:: Given data

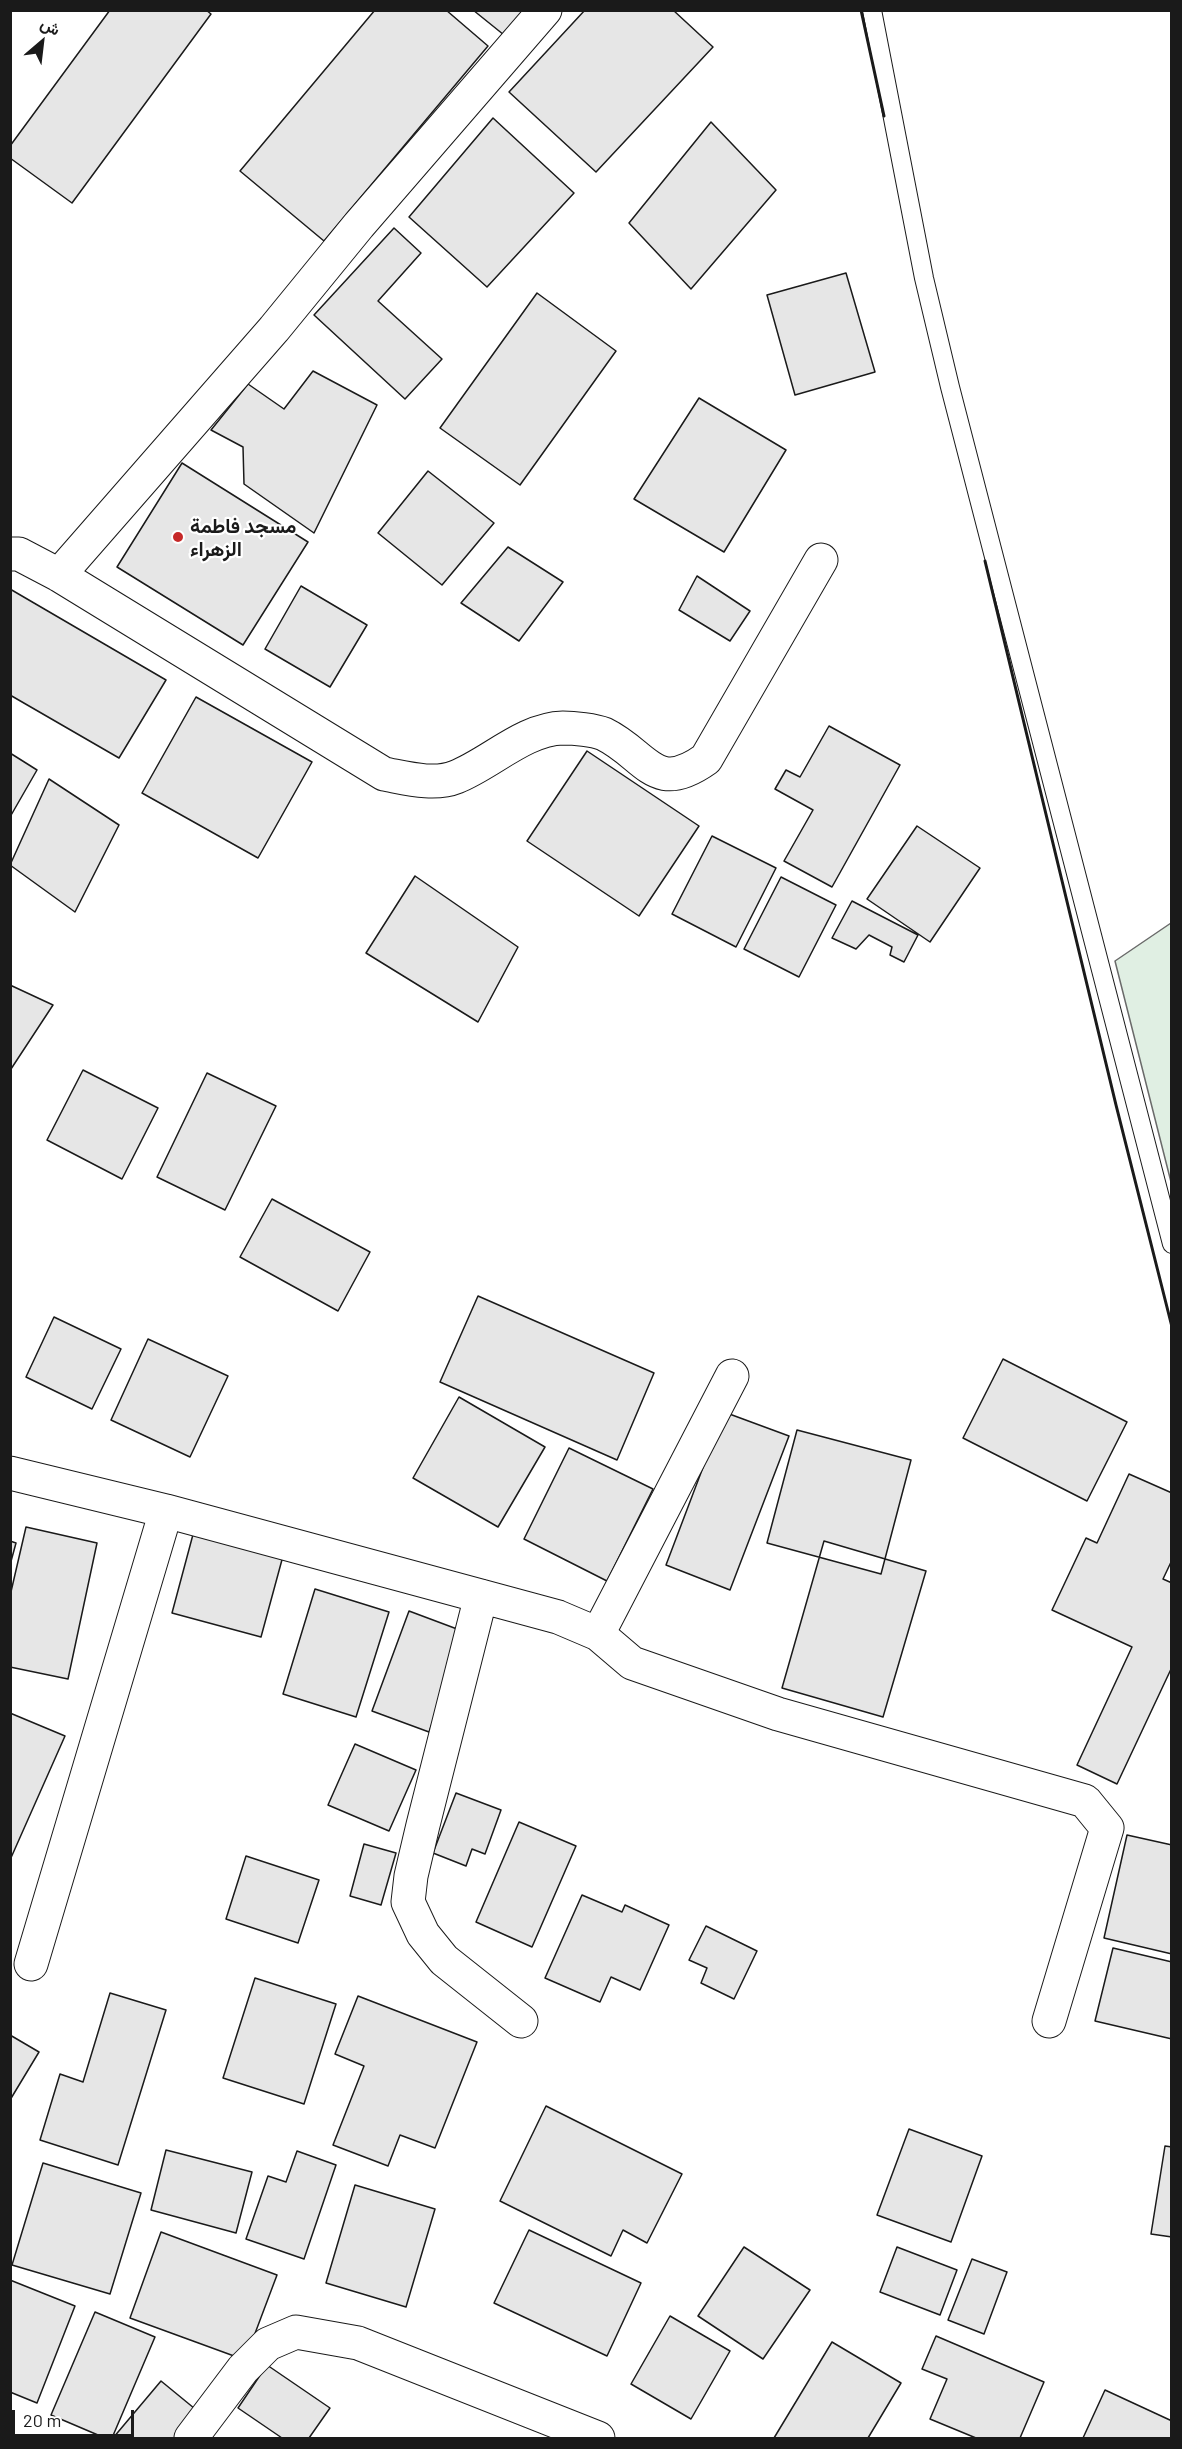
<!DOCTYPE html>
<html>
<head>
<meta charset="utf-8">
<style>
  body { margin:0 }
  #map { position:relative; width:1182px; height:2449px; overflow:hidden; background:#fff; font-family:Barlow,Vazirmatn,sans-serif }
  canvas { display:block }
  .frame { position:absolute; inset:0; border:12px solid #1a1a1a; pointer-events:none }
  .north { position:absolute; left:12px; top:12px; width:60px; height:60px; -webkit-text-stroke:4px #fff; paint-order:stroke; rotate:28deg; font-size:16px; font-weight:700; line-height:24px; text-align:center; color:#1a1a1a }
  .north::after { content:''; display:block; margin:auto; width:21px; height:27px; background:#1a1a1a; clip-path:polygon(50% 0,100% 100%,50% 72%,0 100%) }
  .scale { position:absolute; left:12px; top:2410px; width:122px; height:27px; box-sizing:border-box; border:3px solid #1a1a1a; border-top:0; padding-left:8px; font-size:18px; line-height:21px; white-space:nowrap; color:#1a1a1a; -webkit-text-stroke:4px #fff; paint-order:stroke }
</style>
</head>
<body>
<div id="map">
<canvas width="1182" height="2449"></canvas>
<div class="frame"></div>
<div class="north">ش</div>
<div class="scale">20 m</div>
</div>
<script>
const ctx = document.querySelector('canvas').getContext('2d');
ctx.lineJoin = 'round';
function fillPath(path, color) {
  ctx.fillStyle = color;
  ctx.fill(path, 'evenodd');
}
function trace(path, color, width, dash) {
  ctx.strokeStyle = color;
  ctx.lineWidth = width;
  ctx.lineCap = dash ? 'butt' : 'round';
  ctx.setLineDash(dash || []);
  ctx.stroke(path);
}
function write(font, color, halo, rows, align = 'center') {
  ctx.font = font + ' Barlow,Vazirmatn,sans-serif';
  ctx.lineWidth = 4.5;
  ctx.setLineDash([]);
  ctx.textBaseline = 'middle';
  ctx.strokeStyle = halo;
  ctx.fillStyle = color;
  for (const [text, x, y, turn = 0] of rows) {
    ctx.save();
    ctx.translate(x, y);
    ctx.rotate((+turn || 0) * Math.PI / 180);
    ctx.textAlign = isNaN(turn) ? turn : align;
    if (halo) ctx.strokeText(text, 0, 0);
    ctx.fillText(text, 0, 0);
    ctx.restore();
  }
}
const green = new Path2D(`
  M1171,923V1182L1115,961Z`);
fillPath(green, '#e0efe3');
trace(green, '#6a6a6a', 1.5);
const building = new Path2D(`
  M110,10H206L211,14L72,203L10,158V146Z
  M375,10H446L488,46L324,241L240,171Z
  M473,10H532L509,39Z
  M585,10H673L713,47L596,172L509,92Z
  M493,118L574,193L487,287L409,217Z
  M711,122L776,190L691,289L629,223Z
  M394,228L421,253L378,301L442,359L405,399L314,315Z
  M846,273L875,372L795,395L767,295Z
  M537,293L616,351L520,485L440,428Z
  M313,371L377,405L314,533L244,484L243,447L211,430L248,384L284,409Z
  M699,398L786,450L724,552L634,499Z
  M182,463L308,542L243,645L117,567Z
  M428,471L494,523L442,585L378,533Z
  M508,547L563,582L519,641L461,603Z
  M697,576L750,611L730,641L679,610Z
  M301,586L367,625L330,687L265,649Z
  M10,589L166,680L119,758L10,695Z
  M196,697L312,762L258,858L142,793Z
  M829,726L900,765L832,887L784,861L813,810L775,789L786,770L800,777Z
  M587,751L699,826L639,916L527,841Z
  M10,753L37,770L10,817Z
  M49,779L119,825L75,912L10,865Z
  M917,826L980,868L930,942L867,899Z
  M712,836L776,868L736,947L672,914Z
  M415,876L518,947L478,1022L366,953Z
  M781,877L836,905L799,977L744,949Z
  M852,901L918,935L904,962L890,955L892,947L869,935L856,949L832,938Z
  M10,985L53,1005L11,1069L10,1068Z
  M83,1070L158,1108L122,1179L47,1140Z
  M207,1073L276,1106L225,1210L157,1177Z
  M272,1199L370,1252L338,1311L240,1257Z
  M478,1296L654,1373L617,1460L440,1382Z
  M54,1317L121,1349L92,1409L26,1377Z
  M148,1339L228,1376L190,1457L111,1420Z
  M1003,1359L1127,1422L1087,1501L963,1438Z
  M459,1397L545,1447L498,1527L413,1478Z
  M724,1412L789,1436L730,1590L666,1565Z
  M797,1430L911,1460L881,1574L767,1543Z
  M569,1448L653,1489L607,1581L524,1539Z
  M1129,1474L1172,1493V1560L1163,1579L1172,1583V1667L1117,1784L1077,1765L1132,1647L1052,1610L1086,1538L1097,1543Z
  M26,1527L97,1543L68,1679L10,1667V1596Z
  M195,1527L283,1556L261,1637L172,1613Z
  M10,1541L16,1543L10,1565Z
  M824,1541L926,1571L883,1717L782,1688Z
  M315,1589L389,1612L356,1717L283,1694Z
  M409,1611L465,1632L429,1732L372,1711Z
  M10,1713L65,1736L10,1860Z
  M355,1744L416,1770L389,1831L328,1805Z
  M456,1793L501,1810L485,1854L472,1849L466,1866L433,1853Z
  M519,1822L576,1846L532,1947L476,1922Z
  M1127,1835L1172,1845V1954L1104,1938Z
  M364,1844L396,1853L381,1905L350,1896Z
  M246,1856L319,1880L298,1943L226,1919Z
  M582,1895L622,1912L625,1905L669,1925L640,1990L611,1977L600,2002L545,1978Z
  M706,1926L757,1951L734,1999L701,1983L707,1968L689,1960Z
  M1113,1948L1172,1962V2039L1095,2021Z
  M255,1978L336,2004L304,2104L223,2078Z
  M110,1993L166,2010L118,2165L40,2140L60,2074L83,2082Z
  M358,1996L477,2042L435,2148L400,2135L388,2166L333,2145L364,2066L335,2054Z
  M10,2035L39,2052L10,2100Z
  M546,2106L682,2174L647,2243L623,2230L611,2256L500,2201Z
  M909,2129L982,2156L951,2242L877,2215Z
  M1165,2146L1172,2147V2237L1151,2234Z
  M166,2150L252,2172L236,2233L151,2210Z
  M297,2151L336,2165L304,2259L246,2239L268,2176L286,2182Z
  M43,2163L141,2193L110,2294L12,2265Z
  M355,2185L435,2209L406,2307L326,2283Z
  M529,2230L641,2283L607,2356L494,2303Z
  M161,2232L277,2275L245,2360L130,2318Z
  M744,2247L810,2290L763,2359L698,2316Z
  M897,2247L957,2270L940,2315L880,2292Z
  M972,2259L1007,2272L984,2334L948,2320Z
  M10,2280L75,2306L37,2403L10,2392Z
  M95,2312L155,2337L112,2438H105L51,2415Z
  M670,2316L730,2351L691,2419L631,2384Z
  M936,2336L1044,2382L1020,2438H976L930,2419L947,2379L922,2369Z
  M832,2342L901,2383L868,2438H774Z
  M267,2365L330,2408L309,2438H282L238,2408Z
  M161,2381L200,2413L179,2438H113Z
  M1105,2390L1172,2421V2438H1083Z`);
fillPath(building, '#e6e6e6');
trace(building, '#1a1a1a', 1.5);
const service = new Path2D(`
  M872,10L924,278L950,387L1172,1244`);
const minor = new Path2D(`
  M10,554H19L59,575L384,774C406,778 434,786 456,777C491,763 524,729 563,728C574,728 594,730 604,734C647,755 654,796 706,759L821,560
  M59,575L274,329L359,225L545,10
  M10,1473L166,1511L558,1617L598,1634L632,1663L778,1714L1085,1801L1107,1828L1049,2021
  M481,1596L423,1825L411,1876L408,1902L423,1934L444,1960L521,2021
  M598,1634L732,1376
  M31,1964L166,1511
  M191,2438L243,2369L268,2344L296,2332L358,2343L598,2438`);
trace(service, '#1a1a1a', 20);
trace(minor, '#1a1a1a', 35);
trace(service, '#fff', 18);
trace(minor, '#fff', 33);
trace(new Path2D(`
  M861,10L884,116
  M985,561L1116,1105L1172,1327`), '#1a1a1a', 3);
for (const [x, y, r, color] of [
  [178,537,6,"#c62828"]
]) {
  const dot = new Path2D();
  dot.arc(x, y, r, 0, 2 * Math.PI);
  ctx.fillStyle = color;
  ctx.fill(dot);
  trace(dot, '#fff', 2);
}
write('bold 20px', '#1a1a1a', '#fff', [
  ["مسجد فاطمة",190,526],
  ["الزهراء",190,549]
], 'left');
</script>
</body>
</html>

::::

» **Prompt**
Wherever the string "setLineDash" appears in the records, copy the whole line.

» **Result of the task**
  ctx.setLineDash(dash || []);
  ctx.setLineDash([]);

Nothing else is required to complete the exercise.